[What to produce] Your task is to transcribe all of the data below exactly, omitting the images.

[Records supplied]
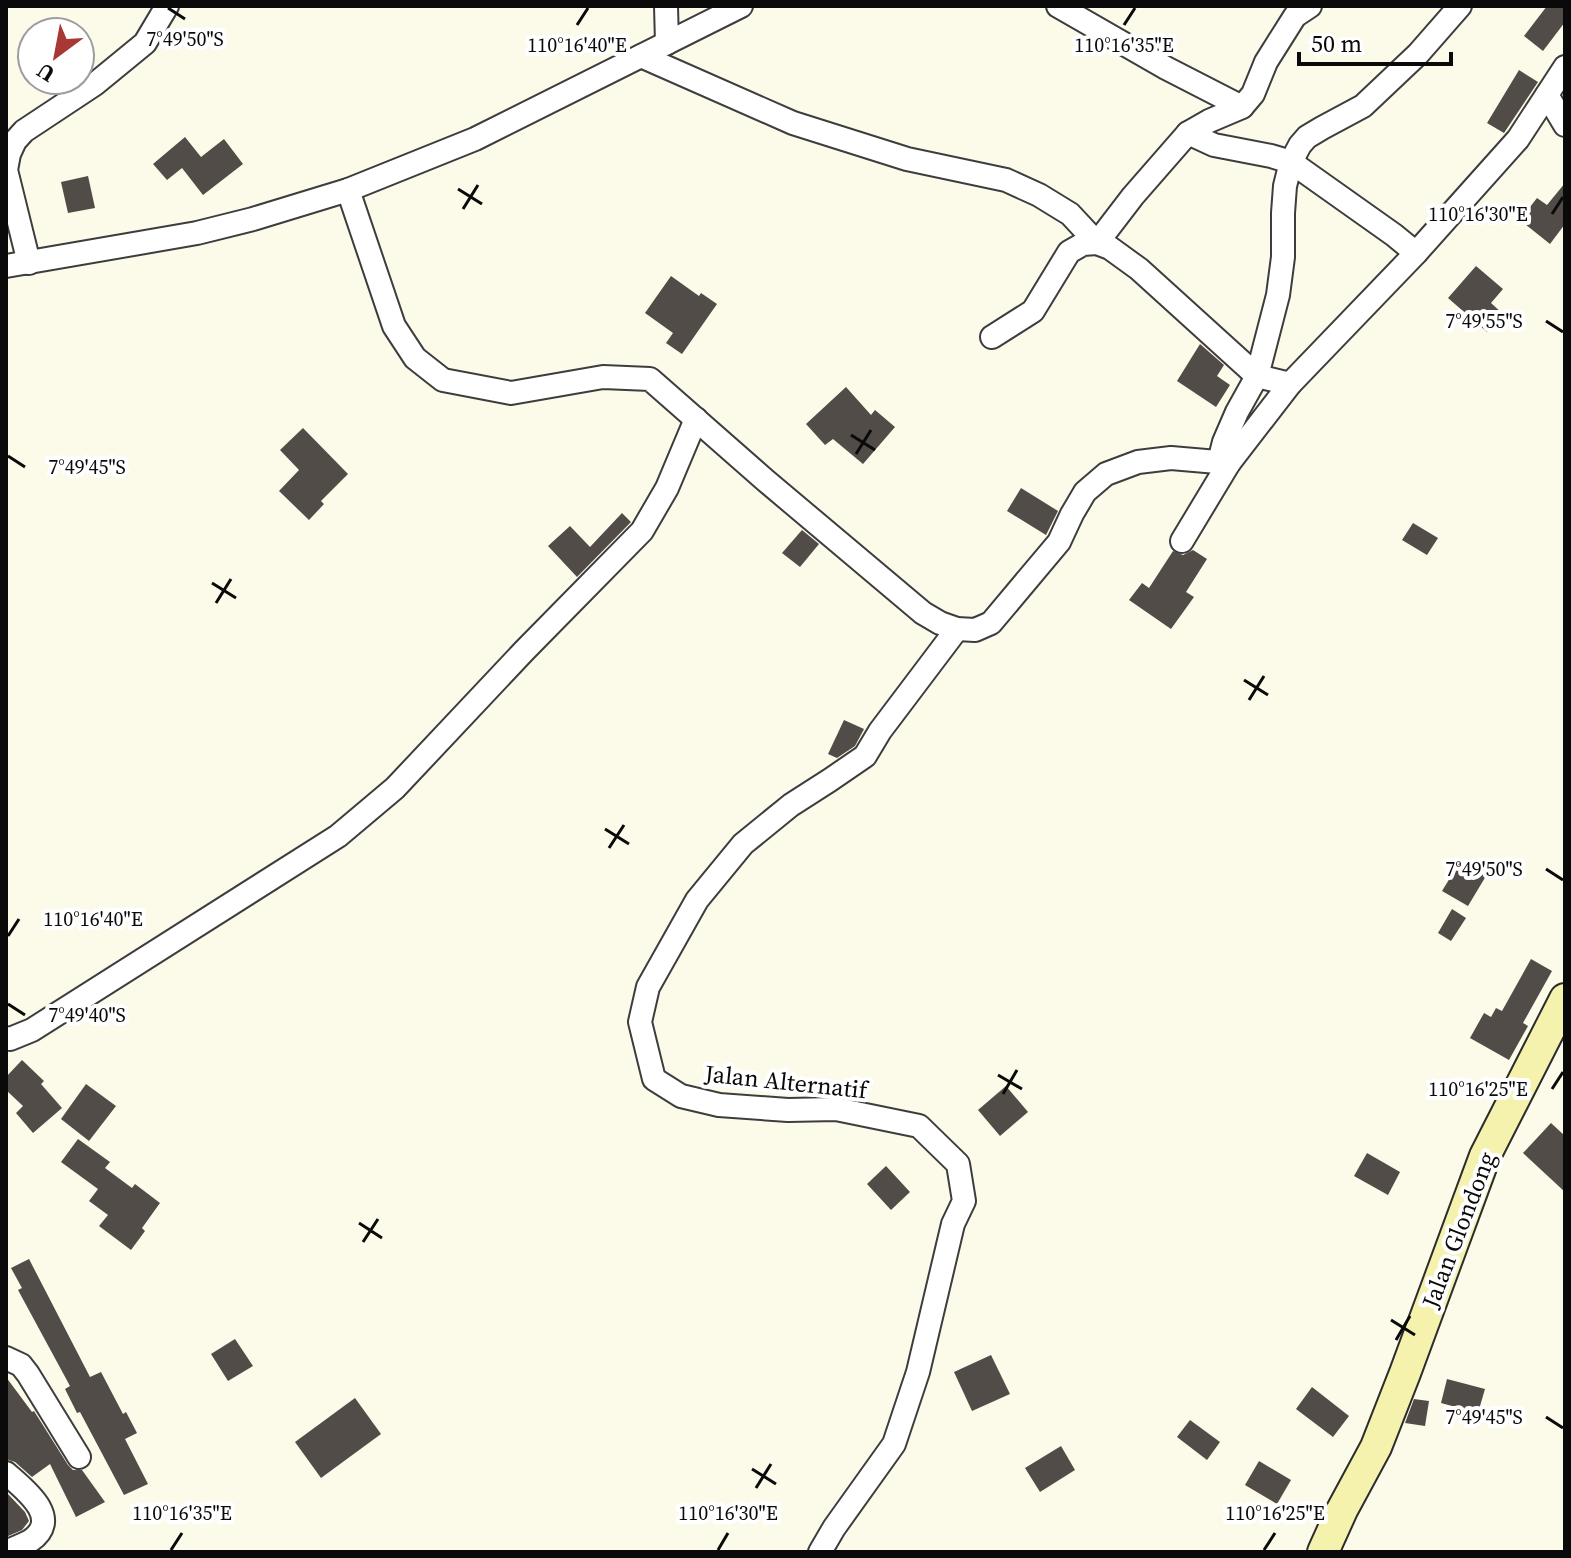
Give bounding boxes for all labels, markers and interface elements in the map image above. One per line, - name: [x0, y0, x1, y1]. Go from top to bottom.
- north arrow: [16, 16, 96, 96]
- scale bar: [1299, 16, 1451, 66]
- text: 7°49'50"S: [146, 25, 224, 53]
- text: 50 m: [1311, 27, 1362, 60]
- text: 110°16'40"E: [527, 31, 627, 59]
- text: 110°16'35"E: [1074, 31, 1174, 59]
- text: U: [31, 56, 60, 90]
- text: 110°16'30"E: [1428, 200, 1528, 228]
- text: 7°49'55"S: [1445, 307, 1523, 335]
- text: 7°49'45"S: [48, 453, 126, 481]
- text: 7°49'50"S: [1445, 855, 1523, 883]
- text: 110°16'40"E: [43, 905, 143, 933]
- text: 7°49'40"S: [48, 1001, 126, 1029]
- street label: Jalan Alternatif: [702, 1056, 871, 1107]
- text: 110°16'25"E: [1428, 1075, 1528, 1103]
- street label: Jalan Glondong: [1413, 1147, 1503, 1314]
- text: 7°49'45"S: [1445, 1403, 1523, 1431]
- text: 110°16'35"E: [132, 1499, 232, 1527]
- text: 110°16'30"E: [678, 1499, 778, 1527]
- text: 110°16'25"E: [1225, 1499, 1325, 1527]

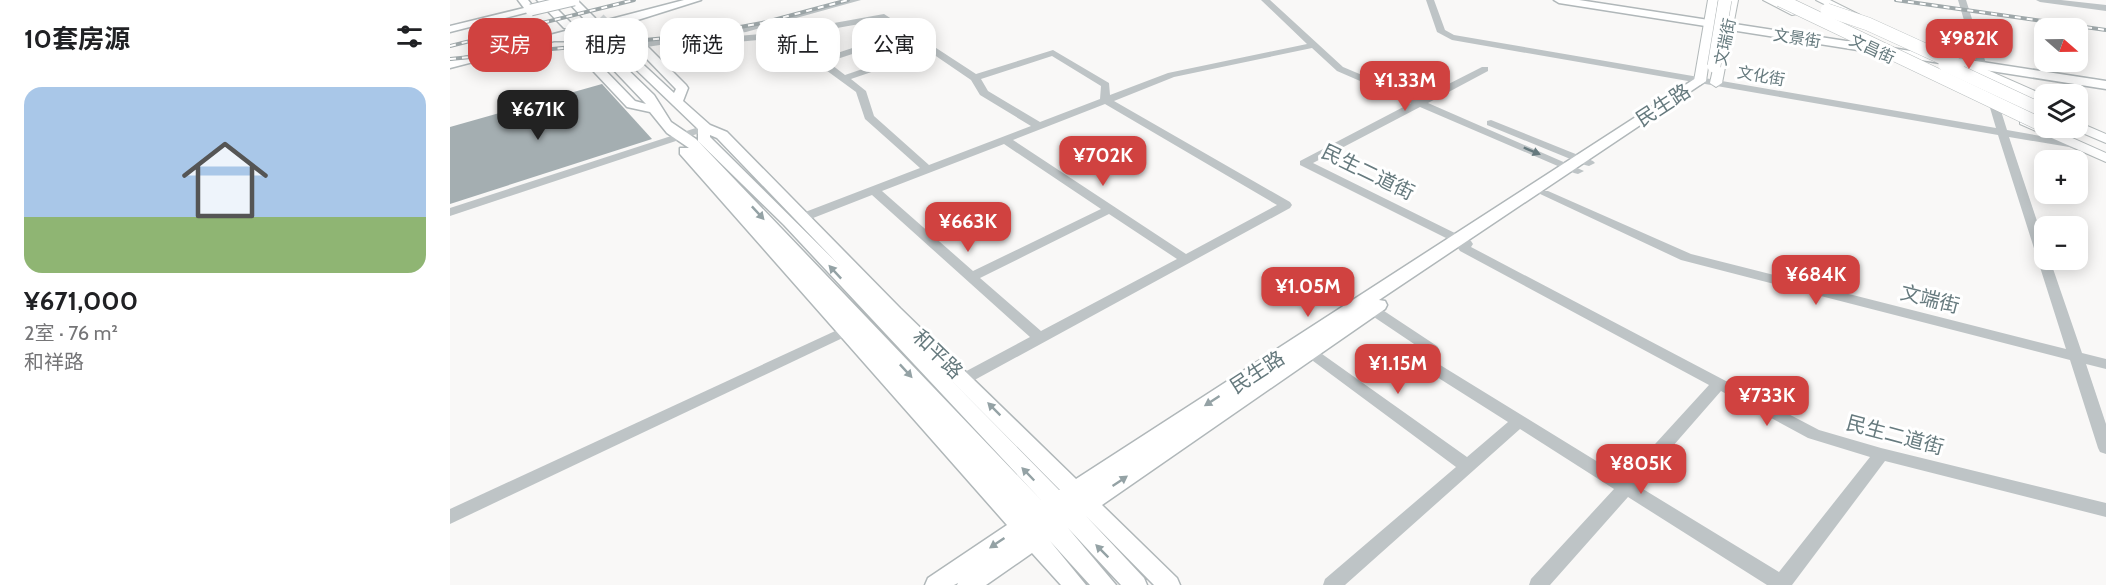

[Answer space]
Give bounding boxes for all labels, markers and interface elements in the map image above. One per line, - name: [x0, y0, x1, y1]. Go from top to bottom.
- north arrow: [16, 16, 96, 96]
- scale bar: [1299, 16, 1451, 66]
- text: 7°49'50"S: [146, 25, 224, 53]
- text: 50 m: [1311, 27, 1362, 60]
- text: 110°16'40"E: [527, 31, 627, 59]
- text: 110°16'35"E: [1074, 31, 1174, 59]
- text: U: [31, 56, 60, 90]
- text: 110°16'30"E: [1428, 200, 1528, 228]
- text: 7°49'55"S: [1445, 307, 1523, 335]
- text: 7°49'45"S: [48, 453, 126, 481]
- text: 7°49'50"S: [1445, 855, 1523, 883]
- text: 110°16'40"E: [43, 905, 143, 933]
- text: 7°49'40"S: [48, 1001, 126, 1029]
- street label: Jalan Alternatif: [702, 1056, 871, 1107]
- text: 110°16'25"E: [1428, 1075, 1528, 1103]
- street label: Jalan Glondong: [1413, 1147, 1503, 1314]
- text: 7°49'45"S: [1445, 1403, 1523, 1431]
- text: 110°16'35"E: [132, 1499, 232, 1527]
- text: 110°16'30"E: [678, 1499, 778, 1527]
- text: 110°16'25"E: [1225, 1499, 1325, 1527]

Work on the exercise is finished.